# What will he score?



## MDV89 (Sep 8, 2008)

Just pulled the camera this evening and got a few pics of a nice 10 pt - was wondering if anyone wanted to take a stab at the scoring game and also what would you age it at. I want to put him at about 4 based on antler mass and body size but its just a guess. Thanks for the input in advance!


----------



## Bug Guy (Jul 19, 2009)

He's 4 1/2 or better for sure. He has the mature buck belly and the nose length. The distance between his bases also suggests an older deer. This is based on the first pic you have posted. As far as his exact age, only the teeth will tell. Definately a good deer.


----------



## Sasha and Abby (May 11, 2004)

I am going to guess - 5.5 years.

He will score above 150


----------



## ImpalaSSpeed96 (Aug 25, 2008)

On the hoof I'd go 5.5. Looks like he has the cow bell, belly and face both point to mature.
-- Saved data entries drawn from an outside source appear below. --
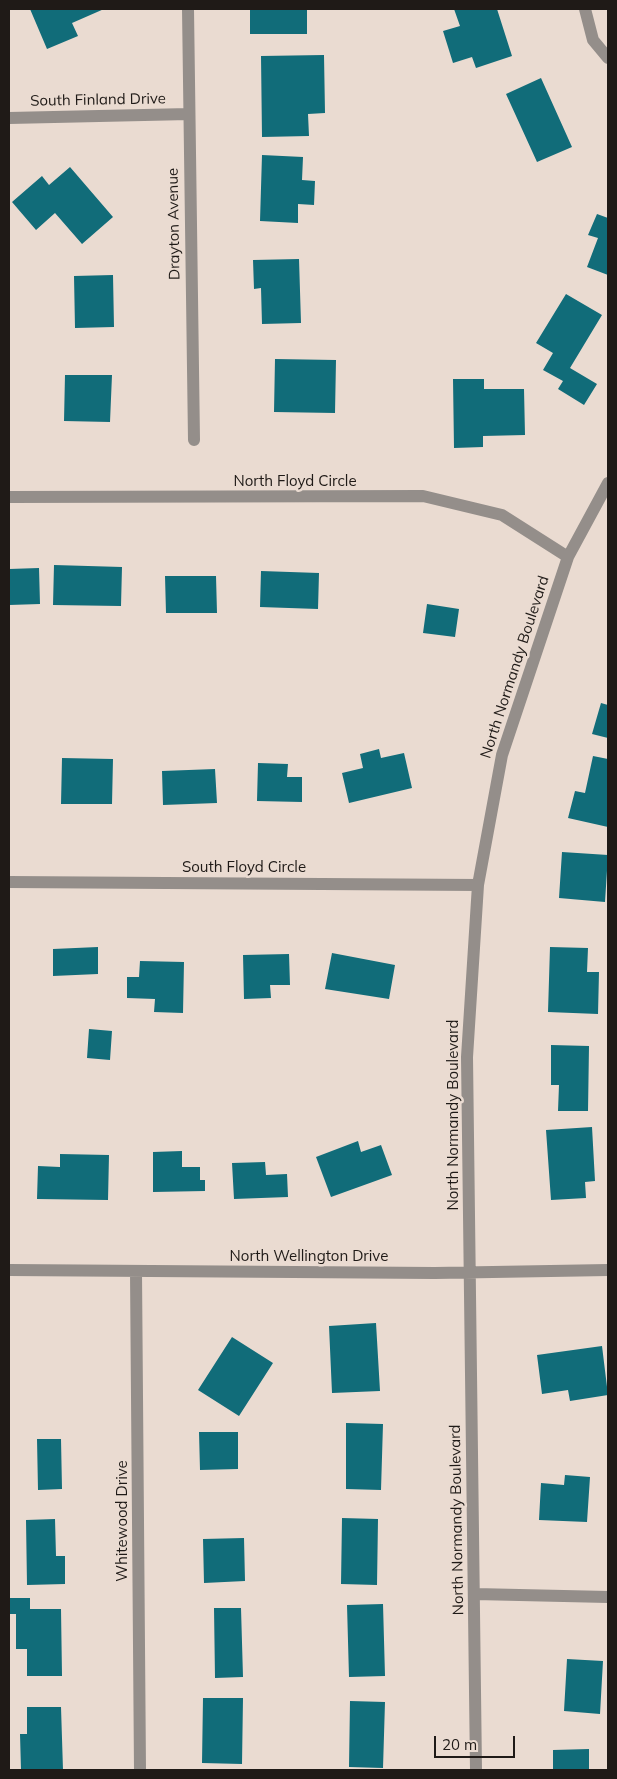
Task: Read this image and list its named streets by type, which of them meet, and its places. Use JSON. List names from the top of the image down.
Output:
{
  "streets": {
    "street": [
      "South Finland Drive",
      "Drayton Avenue",
      "North Floyd Circle",
      "North Normandy Boulevard",
      "South Floyd Circle",
      "North Wellington Drive",
      "Whitewood Drive"
    ]
  },
  "crossings": [
    ["South Finland Drive", "Drayton Avenue"],
    ["North Floyd Circle", "North Normandy Boulevard"],
    ["North Normandy Boulevard", "South Floyd Circle"],
    ["North Normandy Boulevard", "North Wellington Drive"],
    ["North Wellington Drive", "Whitewood Drive"]
  ],
  "scale_bar": "20 m"
}
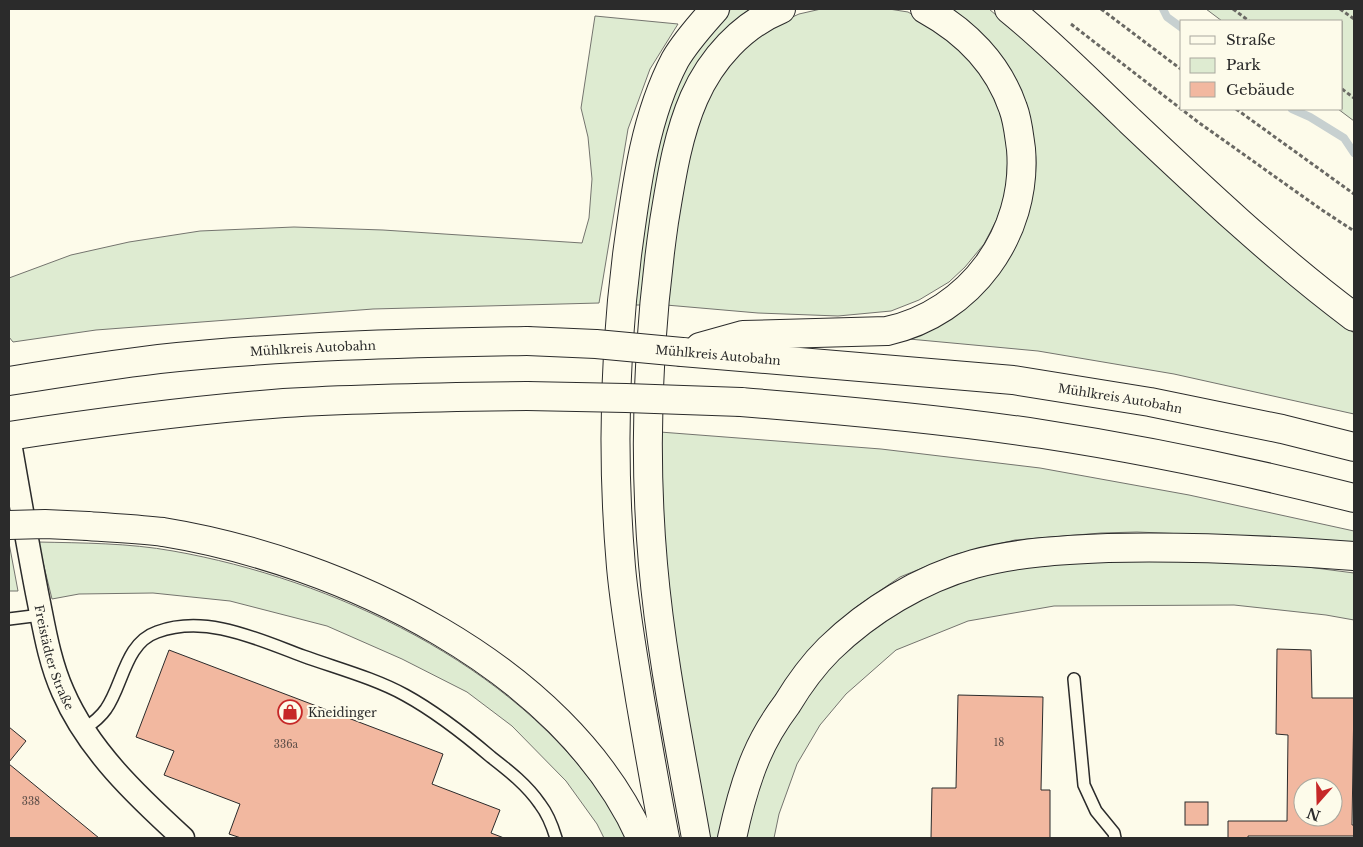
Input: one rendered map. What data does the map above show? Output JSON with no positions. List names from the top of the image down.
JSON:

Score, 145-155 range. Mass looks great, beams look about 23-24. G4s look short. Better than average brows will even that out some. I'd put him probably right at 150.


----------



## barebackjack (Sep 5, 2006)

I think the only way to know for sure is for you to tell me where you got those pictures, and ill go ask him what he scores. :lol:

Great deer man.!


----------



## MDV89 (Sep 8, 2008)

barebackjack said:


> I think the only way to know for sure is for you to tell me where you got those pictures, and ill go ask him what he scores. :lol:
> 
> Great deer man.!


Lat: 46.XXXXX
Long: 96.XXXXX :lol:

He's deep in the Minnesota woods fattening up for Sept. 19th!!


----------



## hunter121390 (Nov 7, 2006)

great deer :beer: hope you get a shot at him this fall


----------



## MDV89 (Sep 8, 2008)




----------



## USAlx50 (Nov 30, 2004)

I predict a heart breaking miss at 15 yards.


----------



## scotty5-18 (Jul 15, 2009)

FOR SURE!!!! Mike you're going to get buck fever so bad when he is standing at 15 yards. I too call a miss :lol:


----------



## MDV89 (Sep 8, 2008)

wow lots of love - with friends like you who needs enemies


----------



## AV (May 24, 2007)

BowTech Guardians going to get its first kill on this big boy!....Not letting mike get any where near the stand. We all no what happened last year!


----------



## hunt4P&amp;Y (Sep 23, 2004)

Looks like I need to get a tag for Minn! 8)


----------



## USAlx50 (Nov 30, 2004)

AV said:


> BowTech Guardians going to get its first kill on this big boy!....Not letting mike get any where near the stand. We all no what happened last year!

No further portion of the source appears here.